NIU today | The Center for Black Studies named Cultural Center of the Year 2021
In a difficult year, NIU’s Center for Black Studies triumphed.
The center recently won the Cultural Center of the Year 2021 award from the Association of Black Cultural Centers (ABCC). Chosen from among their peers at universities and colleges across the country, the Black Studies Center provided extensive support, advocacy, education and empowerment in the midst of a global pandemic and racial injustice.
“I think this award is a testament to our level of hard work,” said Dr Anne Edwards, director of the centre. “For us, it’s a validation of all the work we’ve done, not just the staff at the center, but all the individual contributions and how they poured into the collective.”
Because recognition comes from peers, it takes on added importance, Edwards said.
“So many other cultural centers are doing good work,” she said. “It’s just a very, very big honor to be chosen.”
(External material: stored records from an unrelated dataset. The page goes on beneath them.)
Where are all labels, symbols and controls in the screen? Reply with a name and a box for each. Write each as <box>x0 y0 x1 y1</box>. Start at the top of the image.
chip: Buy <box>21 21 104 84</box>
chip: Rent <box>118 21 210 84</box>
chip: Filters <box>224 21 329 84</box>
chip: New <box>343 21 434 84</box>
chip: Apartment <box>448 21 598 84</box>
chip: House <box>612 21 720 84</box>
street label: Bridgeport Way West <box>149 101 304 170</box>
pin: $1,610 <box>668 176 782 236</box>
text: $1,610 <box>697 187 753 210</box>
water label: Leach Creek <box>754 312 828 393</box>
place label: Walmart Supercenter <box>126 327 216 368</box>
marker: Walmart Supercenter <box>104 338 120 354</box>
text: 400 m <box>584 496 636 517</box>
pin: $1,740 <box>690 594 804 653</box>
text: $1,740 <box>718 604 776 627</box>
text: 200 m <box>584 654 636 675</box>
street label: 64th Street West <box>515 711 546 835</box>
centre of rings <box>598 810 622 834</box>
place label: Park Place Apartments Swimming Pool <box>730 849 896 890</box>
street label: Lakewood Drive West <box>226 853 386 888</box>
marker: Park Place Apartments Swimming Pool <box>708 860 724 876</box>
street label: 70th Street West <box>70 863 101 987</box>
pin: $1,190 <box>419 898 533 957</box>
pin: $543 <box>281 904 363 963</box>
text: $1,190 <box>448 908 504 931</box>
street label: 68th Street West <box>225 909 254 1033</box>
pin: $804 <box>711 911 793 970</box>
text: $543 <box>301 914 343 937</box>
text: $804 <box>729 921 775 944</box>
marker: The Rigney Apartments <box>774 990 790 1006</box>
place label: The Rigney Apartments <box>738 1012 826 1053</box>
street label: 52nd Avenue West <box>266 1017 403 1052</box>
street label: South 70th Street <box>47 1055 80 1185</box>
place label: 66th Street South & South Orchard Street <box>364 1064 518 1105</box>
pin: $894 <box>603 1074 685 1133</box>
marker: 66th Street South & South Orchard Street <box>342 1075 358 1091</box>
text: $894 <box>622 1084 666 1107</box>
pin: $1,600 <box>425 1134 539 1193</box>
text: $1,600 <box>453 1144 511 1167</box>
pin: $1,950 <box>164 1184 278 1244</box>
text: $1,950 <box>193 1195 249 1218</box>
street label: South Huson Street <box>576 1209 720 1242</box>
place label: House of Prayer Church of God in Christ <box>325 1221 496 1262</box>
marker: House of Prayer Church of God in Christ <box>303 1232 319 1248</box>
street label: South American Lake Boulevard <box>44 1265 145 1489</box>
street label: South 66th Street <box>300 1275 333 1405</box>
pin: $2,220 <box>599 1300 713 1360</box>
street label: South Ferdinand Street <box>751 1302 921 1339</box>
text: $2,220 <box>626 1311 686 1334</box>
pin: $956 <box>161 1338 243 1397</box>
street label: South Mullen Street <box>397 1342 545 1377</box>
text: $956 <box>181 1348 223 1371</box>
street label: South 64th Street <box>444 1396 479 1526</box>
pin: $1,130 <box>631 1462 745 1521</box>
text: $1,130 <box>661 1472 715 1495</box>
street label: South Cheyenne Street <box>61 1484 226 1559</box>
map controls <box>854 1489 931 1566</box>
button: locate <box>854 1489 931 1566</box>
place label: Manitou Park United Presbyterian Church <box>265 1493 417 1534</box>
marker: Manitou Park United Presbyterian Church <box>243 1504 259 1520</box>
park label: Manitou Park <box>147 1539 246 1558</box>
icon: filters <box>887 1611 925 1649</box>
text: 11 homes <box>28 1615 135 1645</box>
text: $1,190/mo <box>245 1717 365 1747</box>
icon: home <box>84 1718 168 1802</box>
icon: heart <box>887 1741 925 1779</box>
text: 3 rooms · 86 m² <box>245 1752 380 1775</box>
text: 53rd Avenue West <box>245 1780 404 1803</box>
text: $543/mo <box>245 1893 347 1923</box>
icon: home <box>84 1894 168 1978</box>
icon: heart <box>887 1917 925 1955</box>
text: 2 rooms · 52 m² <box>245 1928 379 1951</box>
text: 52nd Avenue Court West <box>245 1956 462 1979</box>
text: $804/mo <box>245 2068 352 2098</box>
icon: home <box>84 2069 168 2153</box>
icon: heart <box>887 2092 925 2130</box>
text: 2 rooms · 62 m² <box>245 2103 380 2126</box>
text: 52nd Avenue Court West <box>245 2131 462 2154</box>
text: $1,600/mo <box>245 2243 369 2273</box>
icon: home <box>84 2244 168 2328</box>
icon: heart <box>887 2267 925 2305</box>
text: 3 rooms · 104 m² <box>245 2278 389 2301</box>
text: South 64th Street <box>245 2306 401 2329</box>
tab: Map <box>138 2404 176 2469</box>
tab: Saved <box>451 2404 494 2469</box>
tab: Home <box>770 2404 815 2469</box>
The ABCC encourages its members and affiliates to build community among ethnic groups through cultural centers in colleges and universities. The organization seeks to celebrate, promote, and explore the historic and contemporary connections that people of African descent have with Latinos, Asian Americans, and Native Americans, while enhancing individual, community, and global development.
As the association’s 2021 Cultural Center of the Year, NIU’s Center for Black Studies has earned the recognition it deserves.
“I am incredibly proud of the Center for Black Studies at NIU for its tireless efforts to advocate, educate and empower our students,” said NIU President Lisa C. Freeman.
Celebrating 50 years in 2021, NIU’s Center for Black Studies addressed the two main themes of “living through a time of pandemic” and “continuing to march toward racial justice and equality.”
As described in the center’s 2021 annual report, fall 2020 brought racism to the center’s steps with the writing of a racial slur on the center building.
“From a town hall of more than 200 black students to student-led protests, hundreds of students across campus have used their collective voices to enact change,” the report said.
Many programs, initiatives and events, offered in person and virtually, engaged the campus and community throughout the year.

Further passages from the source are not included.